Вела, худой, в выцветшей до бесцветности майке, хохотнул. Все с интересом на него уставились.
– Чего ржешь?
– Да про баб вспомнил.
– Чего?
– Ну, что сначала они цветочки, потом – эти, птички, потом – гусыни, курицы, овцы, а потом – свиньи.
Пацаны вяло посмеялись этой явно давнишней и известной всем шутке, заспорили, действительно ли певица Валерия до сих пор, после всех родов, такая сексуальная, или это так ее снимают, разошлись во мнении о ее возрасте: одни говорили, что лет тридцать, другие – что далеко за сорок. Артем был рад этому обсуждению – вопрос о том, что он думает делать, забылся. Тем более что Артем не думал об этом, боялся думать…
В очередной раз начали играть в дурака, но быстро бросили – играли каждый день, уже надоело; попихали друг друга к воде – «искупнись», «сам искупнись», – а потом Вица подал идею:
– Траву, может, попробуем? Должна бы набраться уже. Жарень, сухо, само то.

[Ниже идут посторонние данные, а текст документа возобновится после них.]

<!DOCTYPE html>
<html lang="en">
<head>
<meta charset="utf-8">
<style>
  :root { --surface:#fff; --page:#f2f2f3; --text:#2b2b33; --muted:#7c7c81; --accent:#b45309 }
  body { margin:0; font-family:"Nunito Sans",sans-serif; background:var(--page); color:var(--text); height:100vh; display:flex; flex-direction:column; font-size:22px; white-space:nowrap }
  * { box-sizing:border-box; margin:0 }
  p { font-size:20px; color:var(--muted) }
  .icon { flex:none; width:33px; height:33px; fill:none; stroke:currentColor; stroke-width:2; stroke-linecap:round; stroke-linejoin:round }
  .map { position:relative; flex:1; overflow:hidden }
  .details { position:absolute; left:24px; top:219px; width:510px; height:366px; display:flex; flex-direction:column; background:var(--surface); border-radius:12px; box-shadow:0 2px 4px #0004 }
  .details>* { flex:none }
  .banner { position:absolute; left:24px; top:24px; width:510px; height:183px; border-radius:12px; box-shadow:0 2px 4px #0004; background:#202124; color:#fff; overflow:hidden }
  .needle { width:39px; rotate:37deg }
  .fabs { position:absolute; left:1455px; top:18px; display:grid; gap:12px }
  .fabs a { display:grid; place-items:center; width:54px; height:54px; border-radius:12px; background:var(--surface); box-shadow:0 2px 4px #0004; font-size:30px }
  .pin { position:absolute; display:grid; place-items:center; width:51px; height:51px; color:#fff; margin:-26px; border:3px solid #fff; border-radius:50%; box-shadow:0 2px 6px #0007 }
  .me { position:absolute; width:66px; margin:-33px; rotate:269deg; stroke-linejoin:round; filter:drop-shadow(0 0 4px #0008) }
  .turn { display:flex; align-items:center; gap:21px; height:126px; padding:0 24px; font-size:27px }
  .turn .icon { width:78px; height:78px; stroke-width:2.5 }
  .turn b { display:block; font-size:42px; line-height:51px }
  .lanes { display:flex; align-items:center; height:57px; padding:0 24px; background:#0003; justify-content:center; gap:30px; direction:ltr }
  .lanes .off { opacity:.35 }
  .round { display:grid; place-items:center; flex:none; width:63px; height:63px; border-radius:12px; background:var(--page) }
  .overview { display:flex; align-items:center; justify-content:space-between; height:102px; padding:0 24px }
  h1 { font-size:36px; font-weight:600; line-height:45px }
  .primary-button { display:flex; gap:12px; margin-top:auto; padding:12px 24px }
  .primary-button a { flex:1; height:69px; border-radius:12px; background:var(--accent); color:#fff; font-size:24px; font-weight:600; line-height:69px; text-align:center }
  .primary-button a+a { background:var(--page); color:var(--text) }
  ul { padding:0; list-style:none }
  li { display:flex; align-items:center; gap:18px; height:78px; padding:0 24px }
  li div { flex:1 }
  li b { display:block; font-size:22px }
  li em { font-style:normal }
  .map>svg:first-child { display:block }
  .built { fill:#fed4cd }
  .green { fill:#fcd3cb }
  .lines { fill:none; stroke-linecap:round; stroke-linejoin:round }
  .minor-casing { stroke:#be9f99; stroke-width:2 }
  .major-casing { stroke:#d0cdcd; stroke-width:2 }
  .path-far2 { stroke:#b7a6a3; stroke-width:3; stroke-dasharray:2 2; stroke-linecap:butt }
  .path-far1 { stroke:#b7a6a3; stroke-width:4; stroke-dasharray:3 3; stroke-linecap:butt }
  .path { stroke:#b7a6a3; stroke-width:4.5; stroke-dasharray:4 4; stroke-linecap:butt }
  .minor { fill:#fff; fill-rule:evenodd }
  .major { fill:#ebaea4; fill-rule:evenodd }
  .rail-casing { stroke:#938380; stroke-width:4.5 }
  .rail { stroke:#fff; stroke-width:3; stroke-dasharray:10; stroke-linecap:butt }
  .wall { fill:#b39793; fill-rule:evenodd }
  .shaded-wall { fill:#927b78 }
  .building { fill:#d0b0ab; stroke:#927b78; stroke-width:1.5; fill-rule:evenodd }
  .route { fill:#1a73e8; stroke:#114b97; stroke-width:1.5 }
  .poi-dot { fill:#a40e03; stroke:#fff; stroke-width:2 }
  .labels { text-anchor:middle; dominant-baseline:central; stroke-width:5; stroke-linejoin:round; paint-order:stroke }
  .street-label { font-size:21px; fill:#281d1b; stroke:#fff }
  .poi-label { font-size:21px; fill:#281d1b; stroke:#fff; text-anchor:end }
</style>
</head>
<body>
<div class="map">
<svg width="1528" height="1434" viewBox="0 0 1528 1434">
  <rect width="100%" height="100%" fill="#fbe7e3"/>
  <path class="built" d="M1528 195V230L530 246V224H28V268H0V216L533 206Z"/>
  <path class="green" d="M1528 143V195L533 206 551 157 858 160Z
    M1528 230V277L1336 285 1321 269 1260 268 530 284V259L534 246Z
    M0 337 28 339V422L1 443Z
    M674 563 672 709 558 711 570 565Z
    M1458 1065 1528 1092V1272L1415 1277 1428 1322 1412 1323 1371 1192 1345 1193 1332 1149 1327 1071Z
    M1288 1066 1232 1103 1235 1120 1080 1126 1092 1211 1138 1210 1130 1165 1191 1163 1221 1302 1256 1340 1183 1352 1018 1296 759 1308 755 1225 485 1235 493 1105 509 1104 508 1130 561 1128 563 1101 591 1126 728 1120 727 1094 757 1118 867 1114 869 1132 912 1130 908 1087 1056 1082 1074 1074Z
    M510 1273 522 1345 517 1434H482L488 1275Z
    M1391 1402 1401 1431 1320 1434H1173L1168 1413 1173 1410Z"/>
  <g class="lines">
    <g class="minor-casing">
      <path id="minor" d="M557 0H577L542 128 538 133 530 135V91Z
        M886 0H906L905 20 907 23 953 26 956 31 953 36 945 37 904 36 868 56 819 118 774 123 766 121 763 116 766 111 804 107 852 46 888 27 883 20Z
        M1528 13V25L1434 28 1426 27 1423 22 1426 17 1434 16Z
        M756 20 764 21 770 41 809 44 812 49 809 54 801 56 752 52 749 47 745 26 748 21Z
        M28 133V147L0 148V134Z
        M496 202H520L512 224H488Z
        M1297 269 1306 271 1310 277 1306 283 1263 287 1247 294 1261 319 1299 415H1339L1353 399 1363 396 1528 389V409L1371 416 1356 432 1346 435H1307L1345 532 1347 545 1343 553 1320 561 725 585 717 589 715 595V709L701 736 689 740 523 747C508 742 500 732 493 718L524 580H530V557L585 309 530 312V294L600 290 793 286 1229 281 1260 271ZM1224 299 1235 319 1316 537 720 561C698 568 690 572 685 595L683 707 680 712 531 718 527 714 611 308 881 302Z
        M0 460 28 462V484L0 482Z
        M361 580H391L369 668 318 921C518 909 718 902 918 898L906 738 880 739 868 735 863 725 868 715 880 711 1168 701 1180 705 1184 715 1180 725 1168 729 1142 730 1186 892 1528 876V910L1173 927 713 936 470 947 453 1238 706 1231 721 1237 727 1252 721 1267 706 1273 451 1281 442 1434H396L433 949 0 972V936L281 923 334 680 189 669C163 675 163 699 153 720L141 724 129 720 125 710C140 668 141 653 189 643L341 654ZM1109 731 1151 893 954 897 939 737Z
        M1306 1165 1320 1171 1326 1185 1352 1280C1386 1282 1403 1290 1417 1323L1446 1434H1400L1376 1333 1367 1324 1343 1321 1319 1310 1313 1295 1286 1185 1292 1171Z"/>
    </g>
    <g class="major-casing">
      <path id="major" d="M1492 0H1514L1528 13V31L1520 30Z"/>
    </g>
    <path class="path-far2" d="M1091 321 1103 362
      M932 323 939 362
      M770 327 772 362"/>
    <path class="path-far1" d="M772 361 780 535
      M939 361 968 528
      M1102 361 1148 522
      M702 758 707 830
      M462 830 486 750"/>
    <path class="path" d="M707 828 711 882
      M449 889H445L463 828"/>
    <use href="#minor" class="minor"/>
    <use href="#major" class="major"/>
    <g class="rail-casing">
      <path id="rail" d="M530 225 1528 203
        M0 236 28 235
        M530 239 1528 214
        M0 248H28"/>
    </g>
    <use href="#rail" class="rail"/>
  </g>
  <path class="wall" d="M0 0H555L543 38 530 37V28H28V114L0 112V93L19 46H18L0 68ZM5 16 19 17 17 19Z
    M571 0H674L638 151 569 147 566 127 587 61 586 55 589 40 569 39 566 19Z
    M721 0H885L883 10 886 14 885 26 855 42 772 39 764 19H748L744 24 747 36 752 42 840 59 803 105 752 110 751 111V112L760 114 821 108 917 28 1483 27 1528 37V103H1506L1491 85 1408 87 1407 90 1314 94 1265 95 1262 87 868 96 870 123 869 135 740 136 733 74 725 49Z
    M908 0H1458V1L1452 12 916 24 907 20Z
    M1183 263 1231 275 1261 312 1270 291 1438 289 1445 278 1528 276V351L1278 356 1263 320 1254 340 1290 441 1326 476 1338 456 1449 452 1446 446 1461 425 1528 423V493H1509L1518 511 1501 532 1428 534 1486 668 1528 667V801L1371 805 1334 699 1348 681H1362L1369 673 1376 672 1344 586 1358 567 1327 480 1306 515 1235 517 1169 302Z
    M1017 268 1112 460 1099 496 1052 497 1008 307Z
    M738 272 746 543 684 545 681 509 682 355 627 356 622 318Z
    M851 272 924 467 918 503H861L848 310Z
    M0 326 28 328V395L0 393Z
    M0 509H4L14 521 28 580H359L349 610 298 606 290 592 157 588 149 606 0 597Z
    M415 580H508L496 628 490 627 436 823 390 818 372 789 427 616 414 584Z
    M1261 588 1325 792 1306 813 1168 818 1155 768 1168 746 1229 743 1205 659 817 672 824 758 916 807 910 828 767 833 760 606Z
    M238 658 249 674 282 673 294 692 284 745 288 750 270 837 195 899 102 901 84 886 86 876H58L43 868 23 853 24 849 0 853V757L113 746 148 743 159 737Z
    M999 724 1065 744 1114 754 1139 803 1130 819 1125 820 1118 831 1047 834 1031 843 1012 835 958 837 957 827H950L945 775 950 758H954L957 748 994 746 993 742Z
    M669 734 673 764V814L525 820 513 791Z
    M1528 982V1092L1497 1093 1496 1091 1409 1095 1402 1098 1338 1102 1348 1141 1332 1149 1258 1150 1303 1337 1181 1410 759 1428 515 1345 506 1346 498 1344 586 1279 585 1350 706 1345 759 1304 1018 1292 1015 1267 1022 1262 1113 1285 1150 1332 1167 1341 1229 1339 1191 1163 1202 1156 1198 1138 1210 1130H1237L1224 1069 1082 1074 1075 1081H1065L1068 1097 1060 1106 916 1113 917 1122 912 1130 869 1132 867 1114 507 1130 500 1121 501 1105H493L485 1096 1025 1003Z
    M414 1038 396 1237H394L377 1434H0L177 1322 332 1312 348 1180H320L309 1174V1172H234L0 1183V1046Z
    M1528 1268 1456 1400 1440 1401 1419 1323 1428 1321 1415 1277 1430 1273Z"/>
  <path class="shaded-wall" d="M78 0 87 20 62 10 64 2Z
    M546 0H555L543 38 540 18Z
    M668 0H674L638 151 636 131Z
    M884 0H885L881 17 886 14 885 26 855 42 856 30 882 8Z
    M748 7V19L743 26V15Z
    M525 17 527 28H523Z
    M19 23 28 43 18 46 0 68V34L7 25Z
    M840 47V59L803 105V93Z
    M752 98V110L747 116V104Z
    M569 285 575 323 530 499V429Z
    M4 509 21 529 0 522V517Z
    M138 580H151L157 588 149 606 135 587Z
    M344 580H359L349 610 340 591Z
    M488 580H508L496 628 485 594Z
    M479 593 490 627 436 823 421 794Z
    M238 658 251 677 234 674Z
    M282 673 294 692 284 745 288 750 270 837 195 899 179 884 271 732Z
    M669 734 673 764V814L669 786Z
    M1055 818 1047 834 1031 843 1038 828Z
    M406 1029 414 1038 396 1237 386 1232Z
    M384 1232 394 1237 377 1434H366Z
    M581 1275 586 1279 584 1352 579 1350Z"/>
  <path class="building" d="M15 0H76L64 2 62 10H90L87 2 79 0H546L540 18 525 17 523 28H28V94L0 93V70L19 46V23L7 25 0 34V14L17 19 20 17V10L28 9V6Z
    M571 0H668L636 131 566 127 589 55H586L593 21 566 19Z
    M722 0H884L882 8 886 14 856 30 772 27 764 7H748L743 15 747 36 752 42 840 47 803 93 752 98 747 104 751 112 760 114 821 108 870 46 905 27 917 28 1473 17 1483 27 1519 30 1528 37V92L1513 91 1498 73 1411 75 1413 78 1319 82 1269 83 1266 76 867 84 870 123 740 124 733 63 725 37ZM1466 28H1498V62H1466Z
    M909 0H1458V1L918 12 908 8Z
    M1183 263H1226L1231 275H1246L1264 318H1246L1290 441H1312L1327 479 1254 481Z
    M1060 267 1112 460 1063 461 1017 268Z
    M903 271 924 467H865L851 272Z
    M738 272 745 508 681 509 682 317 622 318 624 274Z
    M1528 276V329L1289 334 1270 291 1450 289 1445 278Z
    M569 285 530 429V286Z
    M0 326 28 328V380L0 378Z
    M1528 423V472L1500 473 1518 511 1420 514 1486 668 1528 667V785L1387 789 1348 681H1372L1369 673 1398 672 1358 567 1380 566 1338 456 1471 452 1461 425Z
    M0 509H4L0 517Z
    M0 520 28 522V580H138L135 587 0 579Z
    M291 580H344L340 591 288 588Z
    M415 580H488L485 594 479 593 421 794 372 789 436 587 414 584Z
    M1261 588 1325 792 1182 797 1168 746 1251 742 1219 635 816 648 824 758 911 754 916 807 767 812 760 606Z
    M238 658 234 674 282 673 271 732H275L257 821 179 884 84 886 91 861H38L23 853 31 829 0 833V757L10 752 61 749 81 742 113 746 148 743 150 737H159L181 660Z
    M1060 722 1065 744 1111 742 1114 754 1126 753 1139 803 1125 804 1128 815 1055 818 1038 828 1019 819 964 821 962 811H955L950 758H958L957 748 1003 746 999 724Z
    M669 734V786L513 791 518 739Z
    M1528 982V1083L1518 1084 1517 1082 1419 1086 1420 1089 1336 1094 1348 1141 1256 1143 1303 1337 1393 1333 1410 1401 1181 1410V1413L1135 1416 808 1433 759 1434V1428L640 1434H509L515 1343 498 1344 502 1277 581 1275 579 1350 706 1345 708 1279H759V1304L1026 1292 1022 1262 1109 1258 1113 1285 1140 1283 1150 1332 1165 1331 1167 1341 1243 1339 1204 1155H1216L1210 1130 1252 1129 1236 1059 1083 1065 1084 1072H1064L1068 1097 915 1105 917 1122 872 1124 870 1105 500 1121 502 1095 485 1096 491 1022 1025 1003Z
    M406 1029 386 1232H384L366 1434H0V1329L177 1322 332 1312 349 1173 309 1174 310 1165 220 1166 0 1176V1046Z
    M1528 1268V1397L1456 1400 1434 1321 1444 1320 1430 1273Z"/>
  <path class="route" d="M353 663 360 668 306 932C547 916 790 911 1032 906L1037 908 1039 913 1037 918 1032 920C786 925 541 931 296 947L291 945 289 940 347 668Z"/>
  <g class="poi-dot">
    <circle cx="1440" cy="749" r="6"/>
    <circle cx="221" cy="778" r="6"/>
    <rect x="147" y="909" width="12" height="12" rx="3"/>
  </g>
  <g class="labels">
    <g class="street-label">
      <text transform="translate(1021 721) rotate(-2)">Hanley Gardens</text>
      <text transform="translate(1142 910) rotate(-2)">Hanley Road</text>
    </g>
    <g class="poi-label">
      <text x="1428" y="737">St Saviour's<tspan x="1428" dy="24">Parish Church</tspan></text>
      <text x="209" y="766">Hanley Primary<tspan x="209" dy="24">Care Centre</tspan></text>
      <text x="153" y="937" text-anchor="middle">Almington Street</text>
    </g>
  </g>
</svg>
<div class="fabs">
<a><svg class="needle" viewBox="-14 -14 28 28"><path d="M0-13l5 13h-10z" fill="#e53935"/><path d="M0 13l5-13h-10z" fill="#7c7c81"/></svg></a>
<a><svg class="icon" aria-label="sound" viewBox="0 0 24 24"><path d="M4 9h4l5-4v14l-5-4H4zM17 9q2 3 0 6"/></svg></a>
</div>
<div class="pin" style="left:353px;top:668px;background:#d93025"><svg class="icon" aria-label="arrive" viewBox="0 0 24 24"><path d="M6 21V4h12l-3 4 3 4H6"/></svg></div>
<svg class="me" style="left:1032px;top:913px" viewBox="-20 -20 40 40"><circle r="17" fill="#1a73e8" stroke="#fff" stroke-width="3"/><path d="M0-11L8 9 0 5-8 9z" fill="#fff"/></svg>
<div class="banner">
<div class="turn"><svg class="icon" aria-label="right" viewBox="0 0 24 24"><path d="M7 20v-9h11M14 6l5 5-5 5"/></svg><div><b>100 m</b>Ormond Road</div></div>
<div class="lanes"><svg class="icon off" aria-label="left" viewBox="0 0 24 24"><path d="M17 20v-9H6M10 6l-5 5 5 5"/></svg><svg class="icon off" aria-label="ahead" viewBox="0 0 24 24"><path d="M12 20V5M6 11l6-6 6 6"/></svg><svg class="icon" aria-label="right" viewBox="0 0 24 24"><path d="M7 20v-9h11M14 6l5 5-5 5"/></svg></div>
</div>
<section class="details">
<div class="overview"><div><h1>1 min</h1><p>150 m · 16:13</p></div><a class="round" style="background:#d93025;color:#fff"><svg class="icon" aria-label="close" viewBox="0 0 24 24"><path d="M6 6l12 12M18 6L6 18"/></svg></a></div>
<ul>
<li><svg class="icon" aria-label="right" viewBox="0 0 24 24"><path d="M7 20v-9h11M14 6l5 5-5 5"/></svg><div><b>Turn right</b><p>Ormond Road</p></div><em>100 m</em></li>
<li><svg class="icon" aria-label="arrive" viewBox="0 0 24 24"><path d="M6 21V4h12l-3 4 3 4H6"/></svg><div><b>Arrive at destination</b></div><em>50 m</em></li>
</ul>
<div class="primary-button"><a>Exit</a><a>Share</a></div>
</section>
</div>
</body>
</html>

Пацаны скорее не из желания заторчать, а от скуки согласились. Одни, в том числе и Артем, побрели в бор за дровами, другие стали рвать на пригорке верхушки малорослой, худосочной конопли.
Развели небольшой, для дела, костер. Нашли консервную банку и закрепили ее на рогатине, которую рыбаки втыкают в прибрежное дно, чтоб класть на нее удилище. Вица расщипал верхушки и стал подсушивать в банке над костром.
– Папики-то есть у кого? – спросил Глебыч.
– Не…
– А во что забивать?
– Ну-у…
– Блин!..
– Да ладно, в сигареты забьем.
– Херня получится…
– Захрустело, – прошептал Вица аппетитно, будто сообщал о каком-то необыкновенном кушанье. – Гото-ово почти.
И действительно, запахло вкусно, сытно.
– А толку, – всё продолжал расстраиваться Глебыч, – папирос-то всё равно нету… О, Тём, у тебя же тесть «Беломор» курит. Не в падлу – иди возьми у него пару штук. Хоть раскуримся.
Артем поднялся было, но тут же сел обратно на траву:
– Нет, не могу. Запрягут опять делами. Я сказал, что к родителям пошел… Что-то достали они меня все.
– М-м, знакомо, – усмехнулся Глебыч. – Запар хватает. – Взглянул на самого младшего в компании: – Что, Болт, сгоняешь до магазина?
Собрали пять рублей, отдали Болту. Тот побежал. Остальные молча наблюдали, как он огибает пруд. Вздыхали, зевали, потягивались. Цой начал тасовать растрепанные липкие карты и бросил… До вечера было еще далеко.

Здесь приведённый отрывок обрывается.